NEW YORK (CBSNewYork) – Robert Carasiti, the director of education at the Long Island Aquarium and Exhibition Center, stopped by the CBS 2 studios to mark world ocean day. He brought an alligator, white spotted bamboo shark and a horseshoe crab. Here’s some more information about those creatures, courtesy of Carasiti and the Long Island Aquarium.
American alligators (Alligator mississippiensis) inhabit the southeastern United States. Once a federally listed endangered species, American alligators have recovered and are common in many areas of the Southeast. The species is still federally listed as threatened because it looks like the American crocodile, which is endangered.

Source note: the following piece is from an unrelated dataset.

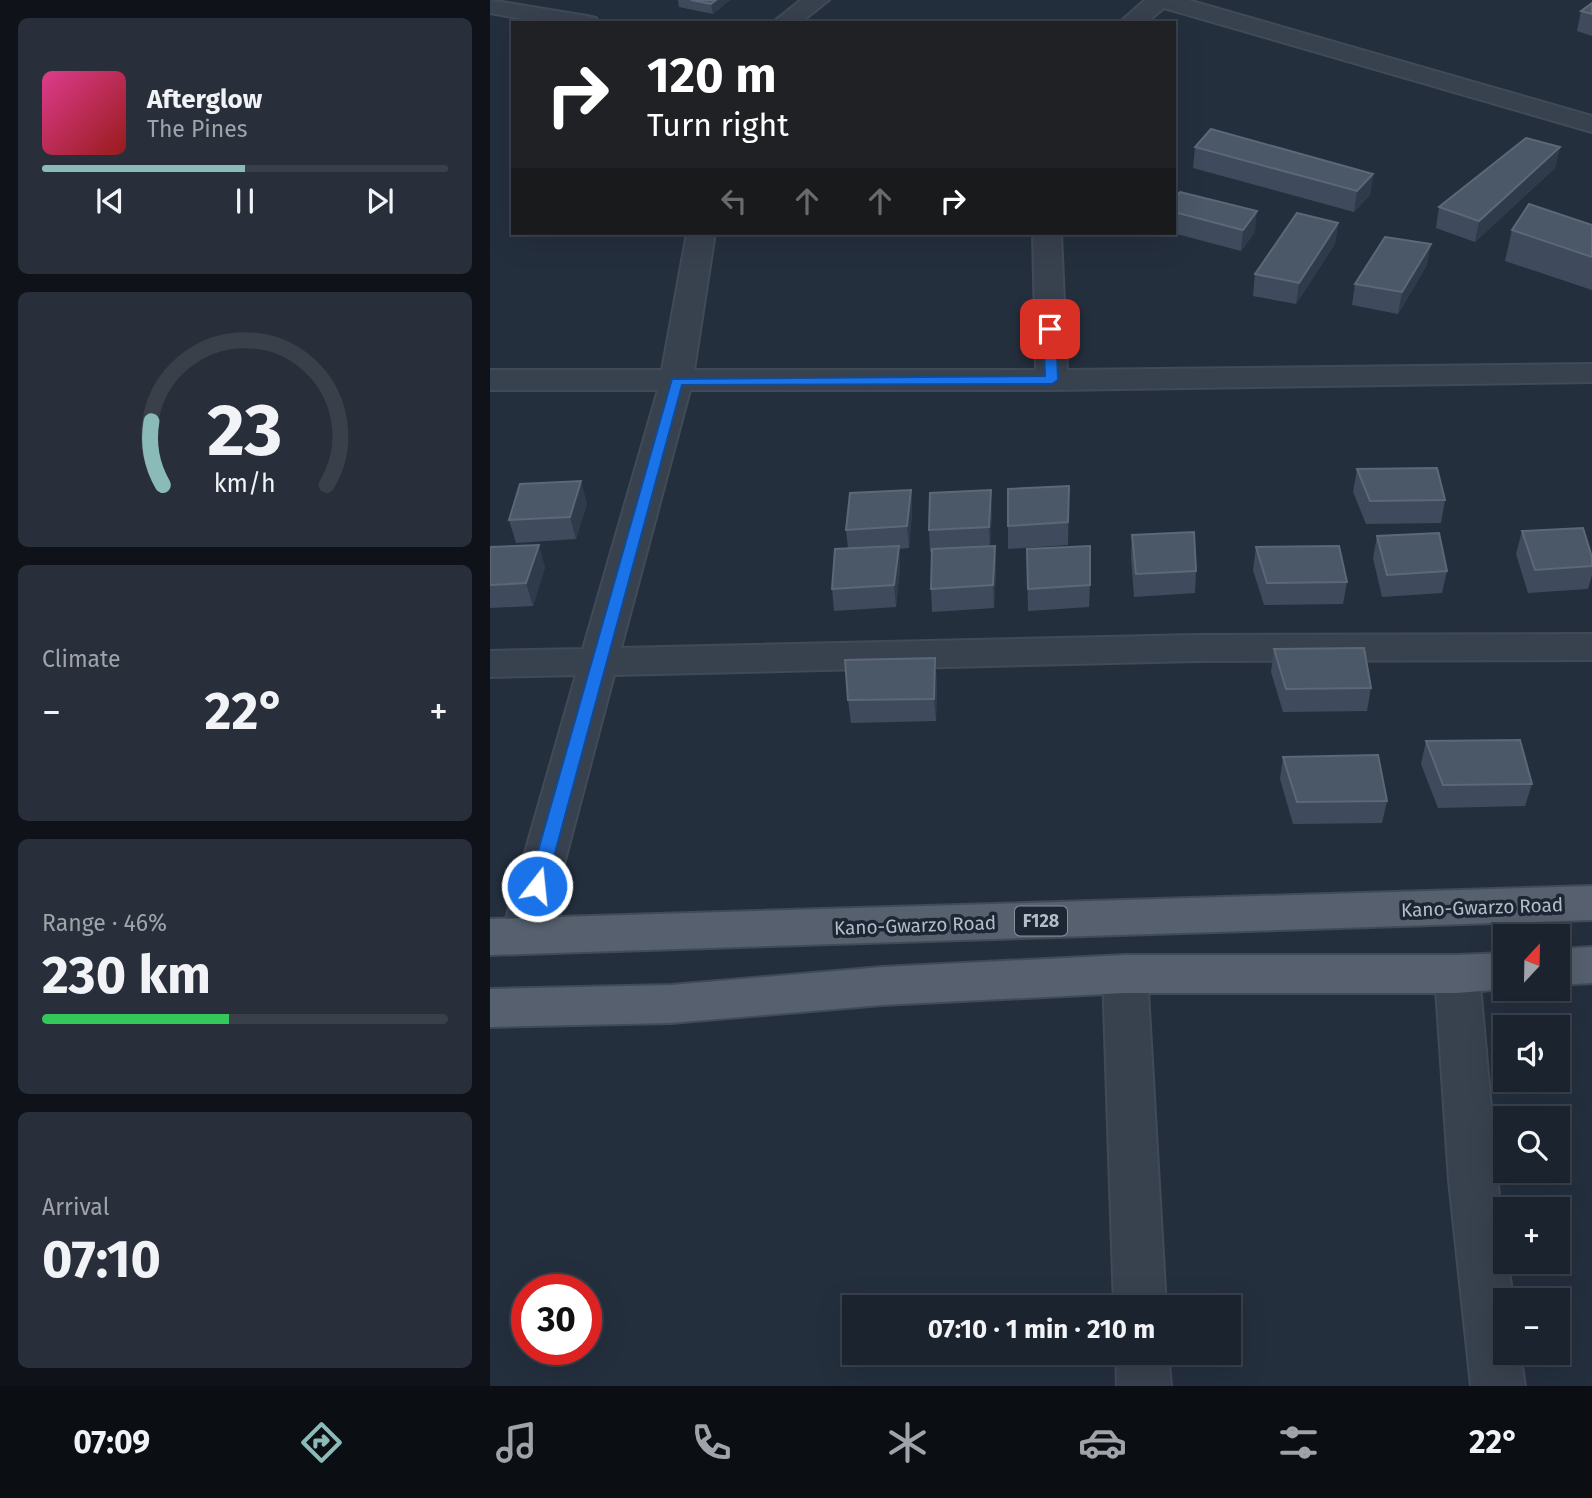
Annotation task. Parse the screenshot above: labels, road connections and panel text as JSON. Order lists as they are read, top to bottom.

Alligators are long-lived animals whose life spans can exceed 60 years. Alligators are “cold-blooded,” meaning that they are ectothermic animals that cannot regulate their own body temperature, but assume the temperatures of their surrounding environment. To warm themselves, alligators bask in the sun, which is when they are frequently observed on the banks of water bodies. On hot summer days they can sometimes be seen basking with their mouths open. This is a cooling mechanism essentially equivalent to a dog panting. Ecologically, alligators are important predators and create important habitat for other wildlife by digging holes that hold water during droughts.
Did you know?
• Alligators and their relatives are the last of the living reptiles that were closely related to dinosaurs, and their closest modern kin are birds.
• There is only one other alligator species, the Chinese alligator.
• Alligators and crocodiles are related. However, alligators have rounded snouts, while most crocodile species have longer, pointed snouts. Also, crocodiles occur only in tropical and subtropical areas (only south Florida in the United States), while alligators live in somewhat colder climates.
• Being ectotherms, alligators do not need to eat much – a 100-lb dog will eat more in a year than an 800-lb alligator.
• Alligators have fairly poor eyesight. They have a “nictitating membrane” to protect their eyes so that they can see underwater. Alligators hear with ears that are located behind their eyes and are very sensitive to vibrations in the water.
• At one point in recent history Alligators were severely threatened however their population has had a resurgence and now numbers are improving.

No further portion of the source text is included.